• _WHAT YOU SHOULD DO_: Whenever a line in the entries below contains "butt", copy that line.

^^^^^^^^^^^^^^^^

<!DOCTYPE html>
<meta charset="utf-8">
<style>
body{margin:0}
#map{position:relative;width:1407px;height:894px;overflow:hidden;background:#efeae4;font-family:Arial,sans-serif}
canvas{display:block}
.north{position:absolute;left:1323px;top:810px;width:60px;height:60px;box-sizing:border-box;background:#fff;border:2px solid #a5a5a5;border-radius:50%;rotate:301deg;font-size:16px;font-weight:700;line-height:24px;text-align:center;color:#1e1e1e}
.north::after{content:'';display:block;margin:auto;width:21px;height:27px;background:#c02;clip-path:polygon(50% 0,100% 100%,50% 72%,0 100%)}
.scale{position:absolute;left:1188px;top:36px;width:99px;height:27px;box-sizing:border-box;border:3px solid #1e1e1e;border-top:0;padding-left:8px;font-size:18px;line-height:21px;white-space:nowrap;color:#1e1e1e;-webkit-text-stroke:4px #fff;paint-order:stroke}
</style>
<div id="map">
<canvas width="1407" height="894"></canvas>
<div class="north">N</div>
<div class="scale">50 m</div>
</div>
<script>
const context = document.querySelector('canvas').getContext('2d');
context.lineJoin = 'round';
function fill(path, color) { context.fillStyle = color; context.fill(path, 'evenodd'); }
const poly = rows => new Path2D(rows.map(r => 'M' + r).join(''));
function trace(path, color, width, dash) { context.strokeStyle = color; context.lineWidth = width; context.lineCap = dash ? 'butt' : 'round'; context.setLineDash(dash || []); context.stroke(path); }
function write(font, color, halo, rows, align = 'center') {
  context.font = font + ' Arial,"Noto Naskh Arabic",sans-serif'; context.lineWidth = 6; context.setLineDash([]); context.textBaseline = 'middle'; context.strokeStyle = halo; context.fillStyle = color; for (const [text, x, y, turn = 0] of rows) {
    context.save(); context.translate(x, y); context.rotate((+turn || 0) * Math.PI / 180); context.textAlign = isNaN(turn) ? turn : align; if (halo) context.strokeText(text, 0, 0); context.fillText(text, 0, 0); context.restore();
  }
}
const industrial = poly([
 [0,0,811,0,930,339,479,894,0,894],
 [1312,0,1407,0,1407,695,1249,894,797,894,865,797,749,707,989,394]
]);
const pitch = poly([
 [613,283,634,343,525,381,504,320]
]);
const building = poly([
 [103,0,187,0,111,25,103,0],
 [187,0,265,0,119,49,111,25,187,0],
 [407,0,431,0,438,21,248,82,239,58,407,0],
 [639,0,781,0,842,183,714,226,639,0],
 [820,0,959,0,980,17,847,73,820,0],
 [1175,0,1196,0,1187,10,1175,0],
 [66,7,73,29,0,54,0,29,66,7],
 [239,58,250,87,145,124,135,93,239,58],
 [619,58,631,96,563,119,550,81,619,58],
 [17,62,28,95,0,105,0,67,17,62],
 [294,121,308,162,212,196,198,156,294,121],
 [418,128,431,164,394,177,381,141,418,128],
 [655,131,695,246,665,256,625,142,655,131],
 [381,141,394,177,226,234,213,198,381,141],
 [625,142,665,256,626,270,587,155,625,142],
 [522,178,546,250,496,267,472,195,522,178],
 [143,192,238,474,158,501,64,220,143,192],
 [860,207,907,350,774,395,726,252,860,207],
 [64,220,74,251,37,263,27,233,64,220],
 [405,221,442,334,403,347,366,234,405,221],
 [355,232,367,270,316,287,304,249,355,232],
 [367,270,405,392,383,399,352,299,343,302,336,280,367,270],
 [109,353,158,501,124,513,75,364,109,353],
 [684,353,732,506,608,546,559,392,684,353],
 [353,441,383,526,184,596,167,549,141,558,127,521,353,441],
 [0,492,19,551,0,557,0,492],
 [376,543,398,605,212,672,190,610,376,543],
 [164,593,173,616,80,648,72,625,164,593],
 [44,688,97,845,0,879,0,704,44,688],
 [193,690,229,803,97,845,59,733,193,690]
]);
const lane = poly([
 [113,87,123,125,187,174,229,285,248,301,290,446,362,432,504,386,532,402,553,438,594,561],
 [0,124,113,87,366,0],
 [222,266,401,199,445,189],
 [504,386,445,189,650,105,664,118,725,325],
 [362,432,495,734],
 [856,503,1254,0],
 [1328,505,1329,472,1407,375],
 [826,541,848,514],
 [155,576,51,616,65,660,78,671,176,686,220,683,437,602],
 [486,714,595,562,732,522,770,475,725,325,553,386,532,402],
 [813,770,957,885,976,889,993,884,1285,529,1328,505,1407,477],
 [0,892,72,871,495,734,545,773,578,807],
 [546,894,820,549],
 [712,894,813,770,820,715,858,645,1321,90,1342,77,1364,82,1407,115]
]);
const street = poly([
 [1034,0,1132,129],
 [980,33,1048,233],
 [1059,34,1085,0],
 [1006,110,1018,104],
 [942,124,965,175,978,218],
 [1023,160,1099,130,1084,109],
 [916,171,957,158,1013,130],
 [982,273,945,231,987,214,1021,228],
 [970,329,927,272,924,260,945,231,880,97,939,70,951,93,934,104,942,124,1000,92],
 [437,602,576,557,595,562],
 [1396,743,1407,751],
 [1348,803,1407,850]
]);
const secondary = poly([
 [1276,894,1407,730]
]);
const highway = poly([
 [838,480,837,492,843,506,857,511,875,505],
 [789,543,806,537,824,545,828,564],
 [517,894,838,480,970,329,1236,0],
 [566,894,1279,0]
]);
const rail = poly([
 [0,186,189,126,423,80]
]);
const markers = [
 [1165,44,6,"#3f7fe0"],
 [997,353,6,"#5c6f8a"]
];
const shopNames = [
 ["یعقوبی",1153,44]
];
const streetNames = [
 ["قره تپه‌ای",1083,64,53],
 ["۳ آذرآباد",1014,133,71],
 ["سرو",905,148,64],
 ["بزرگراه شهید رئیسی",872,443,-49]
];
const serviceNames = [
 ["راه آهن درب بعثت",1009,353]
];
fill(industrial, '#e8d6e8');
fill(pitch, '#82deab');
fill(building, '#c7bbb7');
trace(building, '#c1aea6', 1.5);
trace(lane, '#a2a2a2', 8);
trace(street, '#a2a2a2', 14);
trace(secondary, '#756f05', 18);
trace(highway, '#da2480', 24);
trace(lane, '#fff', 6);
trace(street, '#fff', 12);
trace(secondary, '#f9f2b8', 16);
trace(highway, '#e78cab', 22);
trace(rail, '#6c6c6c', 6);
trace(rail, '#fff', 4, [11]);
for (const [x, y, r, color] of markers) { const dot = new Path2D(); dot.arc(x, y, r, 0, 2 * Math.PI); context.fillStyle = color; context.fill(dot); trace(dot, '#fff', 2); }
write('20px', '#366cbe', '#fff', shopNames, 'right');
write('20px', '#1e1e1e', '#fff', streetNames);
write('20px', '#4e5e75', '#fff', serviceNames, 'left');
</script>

^^^^^^^^^^^^^^^^

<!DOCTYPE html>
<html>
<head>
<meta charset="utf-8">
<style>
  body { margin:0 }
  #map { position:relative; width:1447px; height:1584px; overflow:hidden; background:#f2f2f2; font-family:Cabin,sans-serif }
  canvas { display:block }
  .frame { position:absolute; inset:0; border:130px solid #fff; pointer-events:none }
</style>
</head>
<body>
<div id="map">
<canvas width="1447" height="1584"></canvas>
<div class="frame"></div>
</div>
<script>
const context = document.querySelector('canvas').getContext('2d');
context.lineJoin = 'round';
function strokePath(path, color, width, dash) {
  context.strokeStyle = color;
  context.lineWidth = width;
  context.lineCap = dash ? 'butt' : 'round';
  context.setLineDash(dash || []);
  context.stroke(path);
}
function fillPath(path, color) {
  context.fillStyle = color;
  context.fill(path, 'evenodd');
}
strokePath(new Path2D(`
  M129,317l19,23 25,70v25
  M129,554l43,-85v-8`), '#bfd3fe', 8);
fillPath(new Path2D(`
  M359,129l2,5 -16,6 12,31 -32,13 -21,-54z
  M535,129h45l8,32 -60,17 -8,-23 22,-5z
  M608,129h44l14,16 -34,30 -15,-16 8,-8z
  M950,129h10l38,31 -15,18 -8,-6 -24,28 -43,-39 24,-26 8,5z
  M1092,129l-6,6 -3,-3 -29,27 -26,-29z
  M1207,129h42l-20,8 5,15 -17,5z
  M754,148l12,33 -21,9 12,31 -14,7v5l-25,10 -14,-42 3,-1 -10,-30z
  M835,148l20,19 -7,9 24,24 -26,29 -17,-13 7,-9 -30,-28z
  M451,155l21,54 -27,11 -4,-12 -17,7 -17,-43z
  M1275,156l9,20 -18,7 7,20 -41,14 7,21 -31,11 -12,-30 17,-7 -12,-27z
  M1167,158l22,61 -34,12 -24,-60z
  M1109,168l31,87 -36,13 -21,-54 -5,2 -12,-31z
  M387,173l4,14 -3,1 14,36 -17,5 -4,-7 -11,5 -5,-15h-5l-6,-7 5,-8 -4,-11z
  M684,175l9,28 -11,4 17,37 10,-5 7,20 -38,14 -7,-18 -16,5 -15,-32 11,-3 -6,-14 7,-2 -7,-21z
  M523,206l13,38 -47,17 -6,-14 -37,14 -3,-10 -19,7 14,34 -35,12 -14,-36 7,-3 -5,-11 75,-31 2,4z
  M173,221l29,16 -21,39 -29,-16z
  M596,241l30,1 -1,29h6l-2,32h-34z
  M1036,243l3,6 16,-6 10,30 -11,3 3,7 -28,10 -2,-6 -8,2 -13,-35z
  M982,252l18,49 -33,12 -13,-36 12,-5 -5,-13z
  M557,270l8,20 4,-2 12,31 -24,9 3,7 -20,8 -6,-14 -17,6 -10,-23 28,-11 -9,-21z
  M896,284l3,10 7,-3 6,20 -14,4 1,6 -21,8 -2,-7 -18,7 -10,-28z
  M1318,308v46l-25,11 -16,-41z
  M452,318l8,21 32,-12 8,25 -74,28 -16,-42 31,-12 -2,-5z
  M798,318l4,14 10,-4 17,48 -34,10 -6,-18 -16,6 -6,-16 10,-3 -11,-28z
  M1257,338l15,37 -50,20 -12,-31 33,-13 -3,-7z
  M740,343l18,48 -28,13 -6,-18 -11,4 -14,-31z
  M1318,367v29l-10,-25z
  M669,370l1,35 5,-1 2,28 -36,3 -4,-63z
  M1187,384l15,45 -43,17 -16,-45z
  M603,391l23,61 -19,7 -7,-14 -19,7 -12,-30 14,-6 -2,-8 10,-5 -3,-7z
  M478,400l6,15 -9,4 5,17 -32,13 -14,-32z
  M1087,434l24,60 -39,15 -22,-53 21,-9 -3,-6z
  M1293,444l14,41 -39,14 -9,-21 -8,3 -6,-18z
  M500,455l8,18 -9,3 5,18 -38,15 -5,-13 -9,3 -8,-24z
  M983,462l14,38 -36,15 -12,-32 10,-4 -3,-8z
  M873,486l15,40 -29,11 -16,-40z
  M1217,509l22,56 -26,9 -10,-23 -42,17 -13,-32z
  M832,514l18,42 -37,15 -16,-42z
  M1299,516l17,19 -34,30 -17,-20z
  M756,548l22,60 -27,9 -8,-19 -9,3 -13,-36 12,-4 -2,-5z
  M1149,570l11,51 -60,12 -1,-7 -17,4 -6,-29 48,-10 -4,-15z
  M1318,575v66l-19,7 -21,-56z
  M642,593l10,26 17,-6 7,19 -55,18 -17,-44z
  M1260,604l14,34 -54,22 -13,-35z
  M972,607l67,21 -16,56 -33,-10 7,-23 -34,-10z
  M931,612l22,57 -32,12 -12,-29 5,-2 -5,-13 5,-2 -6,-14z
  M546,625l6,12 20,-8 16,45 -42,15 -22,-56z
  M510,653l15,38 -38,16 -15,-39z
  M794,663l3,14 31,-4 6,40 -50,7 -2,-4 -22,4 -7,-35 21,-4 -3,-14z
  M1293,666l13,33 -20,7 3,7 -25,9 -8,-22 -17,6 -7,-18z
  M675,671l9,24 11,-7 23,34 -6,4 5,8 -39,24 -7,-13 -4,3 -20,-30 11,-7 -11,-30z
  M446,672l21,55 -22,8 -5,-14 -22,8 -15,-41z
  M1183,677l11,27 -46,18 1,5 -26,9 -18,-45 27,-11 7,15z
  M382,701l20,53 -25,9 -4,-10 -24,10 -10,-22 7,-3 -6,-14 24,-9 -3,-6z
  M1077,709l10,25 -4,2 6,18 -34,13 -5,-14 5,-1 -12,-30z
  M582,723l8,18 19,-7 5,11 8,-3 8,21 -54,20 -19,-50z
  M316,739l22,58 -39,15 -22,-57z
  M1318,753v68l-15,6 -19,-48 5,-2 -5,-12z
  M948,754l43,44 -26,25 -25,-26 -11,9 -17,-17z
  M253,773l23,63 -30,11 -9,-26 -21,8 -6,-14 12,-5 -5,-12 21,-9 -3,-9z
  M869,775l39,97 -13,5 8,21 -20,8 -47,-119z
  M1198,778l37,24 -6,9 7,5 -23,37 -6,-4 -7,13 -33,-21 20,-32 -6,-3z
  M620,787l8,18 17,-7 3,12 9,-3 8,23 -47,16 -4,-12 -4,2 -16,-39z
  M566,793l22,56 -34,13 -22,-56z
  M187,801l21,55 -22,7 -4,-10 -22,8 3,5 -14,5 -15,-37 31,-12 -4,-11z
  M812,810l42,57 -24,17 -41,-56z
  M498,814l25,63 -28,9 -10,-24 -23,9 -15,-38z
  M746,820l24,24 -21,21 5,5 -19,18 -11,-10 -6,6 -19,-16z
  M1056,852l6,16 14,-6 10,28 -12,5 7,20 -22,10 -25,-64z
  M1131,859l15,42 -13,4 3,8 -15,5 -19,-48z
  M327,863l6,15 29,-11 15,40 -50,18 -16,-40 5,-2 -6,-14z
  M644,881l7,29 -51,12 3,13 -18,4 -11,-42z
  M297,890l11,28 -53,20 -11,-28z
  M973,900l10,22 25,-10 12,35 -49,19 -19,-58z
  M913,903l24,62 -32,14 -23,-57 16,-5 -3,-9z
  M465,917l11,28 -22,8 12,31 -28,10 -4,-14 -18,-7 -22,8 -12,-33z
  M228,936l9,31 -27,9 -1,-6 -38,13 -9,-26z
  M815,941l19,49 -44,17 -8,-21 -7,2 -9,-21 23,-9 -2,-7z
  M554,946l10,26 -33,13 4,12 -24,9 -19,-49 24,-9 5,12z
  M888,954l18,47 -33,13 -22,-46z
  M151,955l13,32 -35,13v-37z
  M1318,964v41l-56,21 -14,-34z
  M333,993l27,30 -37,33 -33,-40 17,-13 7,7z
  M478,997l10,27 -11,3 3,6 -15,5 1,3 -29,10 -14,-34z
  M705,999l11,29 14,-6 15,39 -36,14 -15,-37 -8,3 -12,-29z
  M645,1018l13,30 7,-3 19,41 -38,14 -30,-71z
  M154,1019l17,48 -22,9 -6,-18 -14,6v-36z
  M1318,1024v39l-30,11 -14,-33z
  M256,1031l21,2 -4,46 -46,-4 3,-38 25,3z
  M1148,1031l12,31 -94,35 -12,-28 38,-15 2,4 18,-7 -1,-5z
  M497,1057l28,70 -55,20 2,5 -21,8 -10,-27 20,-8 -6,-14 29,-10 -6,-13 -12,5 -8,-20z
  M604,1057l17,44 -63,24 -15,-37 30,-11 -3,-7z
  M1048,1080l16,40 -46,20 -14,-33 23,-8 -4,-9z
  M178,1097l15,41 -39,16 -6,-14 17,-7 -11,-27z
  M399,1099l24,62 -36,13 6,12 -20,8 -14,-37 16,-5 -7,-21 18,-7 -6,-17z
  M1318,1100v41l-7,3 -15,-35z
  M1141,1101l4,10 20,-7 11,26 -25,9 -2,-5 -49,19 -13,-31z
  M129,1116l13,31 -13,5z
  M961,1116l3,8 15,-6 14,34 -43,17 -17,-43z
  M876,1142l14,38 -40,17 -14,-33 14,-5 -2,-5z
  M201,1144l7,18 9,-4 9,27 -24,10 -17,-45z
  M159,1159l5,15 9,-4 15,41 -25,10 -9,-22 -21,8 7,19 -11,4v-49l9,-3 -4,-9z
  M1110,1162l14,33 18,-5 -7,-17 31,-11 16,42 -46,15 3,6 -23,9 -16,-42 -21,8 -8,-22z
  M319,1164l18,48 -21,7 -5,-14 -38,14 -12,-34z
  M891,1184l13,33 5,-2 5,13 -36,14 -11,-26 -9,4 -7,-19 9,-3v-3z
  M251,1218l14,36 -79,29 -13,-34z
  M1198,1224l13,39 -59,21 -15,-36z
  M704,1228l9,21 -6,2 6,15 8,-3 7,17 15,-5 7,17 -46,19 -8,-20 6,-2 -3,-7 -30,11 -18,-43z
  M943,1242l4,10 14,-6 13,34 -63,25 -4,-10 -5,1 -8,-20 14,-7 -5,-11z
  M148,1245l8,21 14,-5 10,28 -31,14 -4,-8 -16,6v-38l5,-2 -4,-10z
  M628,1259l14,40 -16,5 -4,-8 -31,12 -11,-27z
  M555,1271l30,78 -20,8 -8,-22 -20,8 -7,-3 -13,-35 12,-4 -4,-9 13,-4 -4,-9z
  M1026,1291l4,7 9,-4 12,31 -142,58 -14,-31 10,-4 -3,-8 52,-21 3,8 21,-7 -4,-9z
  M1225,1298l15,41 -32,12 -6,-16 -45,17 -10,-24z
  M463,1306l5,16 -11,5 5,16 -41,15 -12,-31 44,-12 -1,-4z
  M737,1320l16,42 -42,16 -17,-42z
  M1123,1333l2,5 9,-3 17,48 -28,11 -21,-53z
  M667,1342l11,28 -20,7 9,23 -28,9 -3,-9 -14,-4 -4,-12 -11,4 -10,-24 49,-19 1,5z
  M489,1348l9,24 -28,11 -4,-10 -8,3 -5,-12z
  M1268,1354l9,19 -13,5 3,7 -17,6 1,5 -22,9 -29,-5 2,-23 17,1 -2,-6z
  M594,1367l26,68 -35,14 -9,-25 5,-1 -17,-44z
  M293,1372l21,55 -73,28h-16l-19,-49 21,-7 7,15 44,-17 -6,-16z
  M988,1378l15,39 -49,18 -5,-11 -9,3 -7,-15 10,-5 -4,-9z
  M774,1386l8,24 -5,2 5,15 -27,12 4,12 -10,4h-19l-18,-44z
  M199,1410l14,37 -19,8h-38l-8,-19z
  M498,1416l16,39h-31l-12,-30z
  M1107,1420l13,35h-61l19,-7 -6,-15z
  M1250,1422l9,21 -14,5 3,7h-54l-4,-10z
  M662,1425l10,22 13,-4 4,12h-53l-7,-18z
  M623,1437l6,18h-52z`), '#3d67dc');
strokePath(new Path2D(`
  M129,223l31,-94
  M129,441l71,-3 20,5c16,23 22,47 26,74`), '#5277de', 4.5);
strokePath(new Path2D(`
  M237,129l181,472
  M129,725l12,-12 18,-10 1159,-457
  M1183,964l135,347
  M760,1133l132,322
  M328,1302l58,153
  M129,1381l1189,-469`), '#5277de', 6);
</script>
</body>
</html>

^^^^^^^^^^^^^^^^

• _RESPONSE AREA_:
function trace(path, color, width, dash) { context.strokeStyle = color; context.lineWidth = width; context.lineCap = dash ? 'butt' : 'round'; context.setLineDash(dash || []); context.stroke(path); }
  context.lineCap = dash ? 'butt' : 'round';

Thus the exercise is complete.